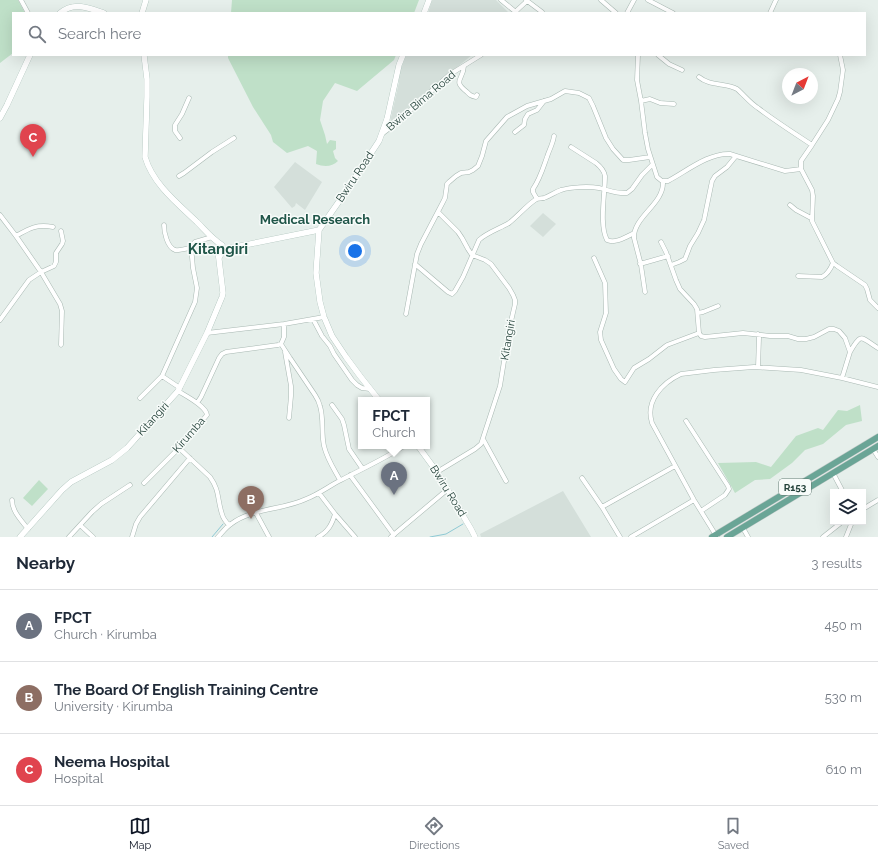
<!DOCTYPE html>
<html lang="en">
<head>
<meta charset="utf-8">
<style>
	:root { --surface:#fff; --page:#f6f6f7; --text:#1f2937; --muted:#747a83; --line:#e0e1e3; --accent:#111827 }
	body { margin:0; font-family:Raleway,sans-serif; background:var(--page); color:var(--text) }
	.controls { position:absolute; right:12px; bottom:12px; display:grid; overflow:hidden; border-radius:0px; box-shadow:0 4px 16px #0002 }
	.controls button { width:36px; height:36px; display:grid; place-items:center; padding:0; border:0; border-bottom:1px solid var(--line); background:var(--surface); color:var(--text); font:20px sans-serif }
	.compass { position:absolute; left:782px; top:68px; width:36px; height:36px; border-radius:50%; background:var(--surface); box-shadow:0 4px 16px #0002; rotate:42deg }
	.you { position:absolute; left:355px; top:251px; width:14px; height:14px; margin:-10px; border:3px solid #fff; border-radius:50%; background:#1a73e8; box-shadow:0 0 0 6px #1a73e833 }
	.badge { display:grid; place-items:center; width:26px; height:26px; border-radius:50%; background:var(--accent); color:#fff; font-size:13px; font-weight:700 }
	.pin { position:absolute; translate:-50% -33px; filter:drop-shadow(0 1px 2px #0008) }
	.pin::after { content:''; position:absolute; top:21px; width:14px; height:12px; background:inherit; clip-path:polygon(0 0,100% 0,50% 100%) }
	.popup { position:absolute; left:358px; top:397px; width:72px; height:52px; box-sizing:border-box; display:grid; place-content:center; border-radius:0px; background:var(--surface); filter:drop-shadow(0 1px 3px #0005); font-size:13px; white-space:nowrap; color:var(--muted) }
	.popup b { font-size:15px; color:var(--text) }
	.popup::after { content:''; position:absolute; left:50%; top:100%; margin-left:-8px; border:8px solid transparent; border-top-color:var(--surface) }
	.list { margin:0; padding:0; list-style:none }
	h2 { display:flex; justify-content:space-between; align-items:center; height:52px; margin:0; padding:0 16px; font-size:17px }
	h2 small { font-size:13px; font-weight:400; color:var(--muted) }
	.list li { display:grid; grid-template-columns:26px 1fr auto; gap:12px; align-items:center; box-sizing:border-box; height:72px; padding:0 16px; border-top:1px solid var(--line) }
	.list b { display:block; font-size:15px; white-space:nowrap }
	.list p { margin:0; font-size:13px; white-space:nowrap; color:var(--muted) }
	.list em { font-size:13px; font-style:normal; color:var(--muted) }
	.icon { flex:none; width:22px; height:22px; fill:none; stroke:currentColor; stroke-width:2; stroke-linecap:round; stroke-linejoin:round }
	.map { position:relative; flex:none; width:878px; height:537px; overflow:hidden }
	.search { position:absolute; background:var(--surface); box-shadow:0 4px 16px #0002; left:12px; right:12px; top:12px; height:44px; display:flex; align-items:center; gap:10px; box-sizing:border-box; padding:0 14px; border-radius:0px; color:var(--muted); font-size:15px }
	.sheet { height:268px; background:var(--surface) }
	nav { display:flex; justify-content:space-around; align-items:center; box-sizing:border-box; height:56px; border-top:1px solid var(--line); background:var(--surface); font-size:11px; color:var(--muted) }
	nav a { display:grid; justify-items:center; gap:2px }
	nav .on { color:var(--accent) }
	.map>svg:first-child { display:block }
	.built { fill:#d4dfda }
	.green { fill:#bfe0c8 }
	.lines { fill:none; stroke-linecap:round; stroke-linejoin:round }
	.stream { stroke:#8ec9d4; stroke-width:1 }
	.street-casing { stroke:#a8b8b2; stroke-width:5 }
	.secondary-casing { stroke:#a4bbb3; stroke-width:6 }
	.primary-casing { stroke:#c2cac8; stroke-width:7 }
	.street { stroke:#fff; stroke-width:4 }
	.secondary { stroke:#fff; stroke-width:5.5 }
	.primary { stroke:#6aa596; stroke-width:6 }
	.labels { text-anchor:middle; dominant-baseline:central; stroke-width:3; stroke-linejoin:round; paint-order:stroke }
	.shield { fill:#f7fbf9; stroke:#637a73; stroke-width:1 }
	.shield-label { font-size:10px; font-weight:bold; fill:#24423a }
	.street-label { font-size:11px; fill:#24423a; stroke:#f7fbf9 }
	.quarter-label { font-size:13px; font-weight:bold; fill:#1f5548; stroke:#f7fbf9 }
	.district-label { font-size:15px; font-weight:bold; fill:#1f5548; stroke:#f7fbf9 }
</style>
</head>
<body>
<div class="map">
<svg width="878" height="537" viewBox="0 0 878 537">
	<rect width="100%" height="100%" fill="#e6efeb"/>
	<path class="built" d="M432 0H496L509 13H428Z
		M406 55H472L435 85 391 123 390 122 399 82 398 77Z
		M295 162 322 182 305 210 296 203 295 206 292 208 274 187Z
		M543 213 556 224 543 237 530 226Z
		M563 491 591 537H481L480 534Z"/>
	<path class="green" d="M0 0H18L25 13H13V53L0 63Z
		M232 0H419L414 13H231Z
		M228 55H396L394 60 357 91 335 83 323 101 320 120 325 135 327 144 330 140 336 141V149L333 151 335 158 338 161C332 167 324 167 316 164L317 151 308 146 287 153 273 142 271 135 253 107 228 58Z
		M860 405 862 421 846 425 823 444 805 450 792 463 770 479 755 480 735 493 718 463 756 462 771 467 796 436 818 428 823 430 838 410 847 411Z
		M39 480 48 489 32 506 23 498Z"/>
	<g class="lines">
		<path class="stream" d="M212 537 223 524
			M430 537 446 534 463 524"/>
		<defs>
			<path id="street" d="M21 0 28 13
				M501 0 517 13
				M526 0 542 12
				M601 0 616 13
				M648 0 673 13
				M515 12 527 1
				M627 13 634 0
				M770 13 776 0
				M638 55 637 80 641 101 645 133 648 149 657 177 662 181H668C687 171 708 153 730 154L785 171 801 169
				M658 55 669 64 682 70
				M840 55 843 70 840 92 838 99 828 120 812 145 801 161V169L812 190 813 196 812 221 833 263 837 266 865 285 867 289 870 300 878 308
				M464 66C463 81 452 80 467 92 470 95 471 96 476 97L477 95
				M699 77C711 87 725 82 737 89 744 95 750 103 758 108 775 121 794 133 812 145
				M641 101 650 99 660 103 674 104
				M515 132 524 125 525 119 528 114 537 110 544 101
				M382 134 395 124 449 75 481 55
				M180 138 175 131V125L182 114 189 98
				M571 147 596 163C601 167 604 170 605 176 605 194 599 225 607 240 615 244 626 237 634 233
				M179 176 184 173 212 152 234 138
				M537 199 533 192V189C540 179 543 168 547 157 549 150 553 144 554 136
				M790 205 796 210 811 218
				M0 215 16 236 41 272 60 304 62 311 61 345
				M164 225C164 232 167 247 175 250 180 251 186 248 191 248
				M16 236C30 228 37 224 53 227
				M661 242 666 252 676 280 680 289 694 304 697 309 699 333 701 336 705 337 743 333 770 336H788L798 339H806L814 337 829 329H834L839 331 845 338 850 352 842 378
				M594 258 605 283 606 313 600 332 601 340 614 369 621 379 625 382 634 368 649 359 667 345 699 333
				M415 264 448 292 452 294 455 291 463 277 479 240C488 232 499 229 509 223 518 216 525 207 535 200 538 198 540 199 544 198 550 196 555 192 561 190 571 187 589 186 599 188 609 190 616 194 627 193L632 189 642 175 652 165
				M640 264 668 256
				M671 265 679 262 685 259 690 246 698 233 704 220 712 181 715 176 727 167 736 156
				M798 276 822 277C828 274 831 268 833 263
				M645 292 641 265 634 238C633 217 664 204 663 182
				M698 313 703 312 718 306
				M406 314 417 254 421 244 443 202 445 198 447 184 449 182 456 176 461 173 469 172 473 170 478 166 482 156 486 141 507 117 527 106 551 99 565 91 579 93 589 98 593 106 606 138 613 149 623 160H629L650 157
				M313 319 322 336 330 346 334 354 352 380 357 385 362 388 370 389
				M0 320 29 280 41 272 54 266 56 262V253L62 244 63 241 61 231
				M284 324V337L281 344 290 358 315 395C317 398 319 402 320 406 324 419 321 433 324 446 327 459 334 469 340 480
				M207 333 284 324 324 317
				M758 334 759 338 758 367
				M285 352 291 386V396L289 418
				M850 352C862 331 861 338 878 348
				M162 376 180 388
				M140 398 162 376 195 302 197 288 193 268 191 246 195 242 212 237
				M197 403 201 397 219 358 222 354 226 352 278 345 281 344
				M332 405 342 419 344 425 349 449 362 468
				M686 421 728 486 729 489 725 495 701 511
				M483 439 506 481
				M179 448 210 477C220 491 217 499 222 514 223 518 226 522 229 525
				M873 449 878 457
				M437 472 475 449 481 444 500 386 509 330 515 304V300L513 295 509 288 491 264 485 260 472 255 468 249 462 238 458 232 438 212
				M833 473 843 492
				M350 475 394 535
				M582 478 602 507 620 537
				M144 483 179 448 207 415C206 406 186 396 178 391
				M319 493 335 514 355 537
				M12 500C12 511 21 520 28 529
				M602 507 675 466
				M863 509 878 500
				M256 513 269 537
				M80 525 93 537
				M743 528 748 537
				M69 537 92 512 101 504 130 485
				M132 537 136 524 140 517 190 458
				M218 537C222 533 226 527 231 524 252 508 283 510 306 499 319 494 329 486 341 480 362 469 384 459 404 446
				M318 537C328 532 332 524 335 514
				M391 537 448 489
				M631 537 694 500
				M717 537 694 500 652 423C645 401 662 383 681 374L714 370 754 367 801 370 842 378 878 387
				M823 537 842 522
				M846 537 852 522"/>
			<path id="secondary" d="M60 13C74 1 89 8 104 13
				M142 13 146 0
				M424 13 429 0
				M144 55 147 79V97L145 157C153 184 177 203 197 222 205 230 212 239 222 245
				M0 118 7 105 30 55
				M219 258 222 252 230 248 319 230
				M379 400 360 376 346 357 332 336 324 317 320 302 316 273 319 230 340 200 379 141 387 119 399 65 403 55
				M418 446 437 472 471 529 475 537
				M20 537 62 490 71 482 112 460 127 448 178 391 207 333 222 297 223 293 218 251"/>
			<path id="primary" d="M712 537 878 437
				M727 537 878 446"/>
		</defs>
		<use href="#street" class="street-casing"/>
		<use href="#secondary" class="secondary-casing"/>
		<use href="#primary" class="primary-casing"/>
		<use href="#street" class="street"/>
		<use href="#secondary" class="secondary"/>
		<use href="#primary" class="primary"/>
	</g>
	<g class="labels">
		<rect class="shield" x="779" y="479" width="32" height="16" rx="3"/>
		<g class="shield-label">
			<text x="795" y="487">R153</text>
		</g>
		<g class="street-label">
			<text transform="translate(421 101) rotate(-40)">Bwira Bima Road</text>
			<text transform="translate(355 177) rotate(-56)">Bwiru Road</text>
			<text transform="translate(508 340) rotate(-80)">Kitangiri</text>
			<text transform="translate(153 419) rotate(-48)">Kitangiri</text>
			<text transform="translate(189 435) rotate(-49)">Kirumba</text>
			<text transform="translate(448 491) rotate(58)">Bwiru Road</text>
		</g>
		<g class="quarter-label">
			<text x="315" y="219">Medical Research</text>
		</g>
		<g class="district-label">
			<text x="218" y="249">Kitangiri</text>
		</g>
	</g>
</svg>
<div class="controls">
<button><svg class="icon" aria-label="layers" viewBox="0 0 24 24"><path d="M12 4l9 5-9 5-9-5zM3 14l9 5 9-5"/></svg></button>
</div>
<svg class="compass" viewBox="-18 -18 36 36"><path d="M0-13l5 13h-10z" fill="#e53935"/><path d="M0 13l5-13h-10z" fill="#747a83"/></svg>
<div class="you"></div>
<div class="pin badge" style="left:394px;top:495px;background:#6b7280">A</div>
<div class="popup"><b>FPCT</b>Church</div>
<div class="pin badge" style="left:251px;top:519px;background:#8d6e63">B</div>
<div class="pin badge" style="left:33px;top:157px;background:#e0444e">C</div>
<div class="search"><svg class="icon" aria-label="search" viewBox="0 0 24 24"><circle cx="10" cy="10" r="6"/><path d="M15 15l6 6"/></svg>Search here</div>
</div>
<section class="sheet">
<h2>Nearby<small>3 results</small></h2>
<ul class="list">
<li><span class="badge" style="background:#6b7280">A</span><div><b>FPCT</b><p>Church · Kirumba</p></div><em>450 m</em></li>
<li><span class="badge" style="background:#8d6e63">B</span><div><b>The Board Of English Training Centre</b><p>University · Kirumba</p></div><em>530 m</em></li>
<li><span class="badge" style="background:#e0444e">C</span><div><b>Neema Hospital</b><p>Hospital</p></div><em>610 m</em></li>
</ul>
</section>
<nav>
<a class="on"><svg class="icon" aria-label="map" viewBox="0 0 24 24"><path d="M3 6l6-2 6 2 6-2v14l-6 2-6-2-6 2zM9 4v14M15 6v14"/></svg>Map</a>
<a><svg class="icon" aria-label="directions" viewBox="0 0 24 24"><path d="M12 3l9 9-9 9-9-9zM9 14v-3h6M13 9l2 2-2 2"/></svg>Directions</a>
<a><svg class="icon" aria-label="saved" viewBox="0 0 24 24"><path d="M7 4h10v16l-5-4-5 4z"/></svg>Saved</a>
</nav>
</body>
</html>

========================================

[EXERCISE DIRECTIONS]: Please output the lines of the listing above that fall in the stretch from the one with "display:grid; place-items:center; width:26px;" through the one with "position:absolute; translate:-50% -33px;", exactly and only those.

[RESULT OF THE TASK]:
	.badge { display:grid; place-items:center; width:26px; height:26px; border-radius:50%; background:var(--accent); color:#fff; font-size:13px; font-weight:700 }
	.pin { position:absolute; translate:-50% -33px; filter:drop-shadow(0 1px 2px #0008) }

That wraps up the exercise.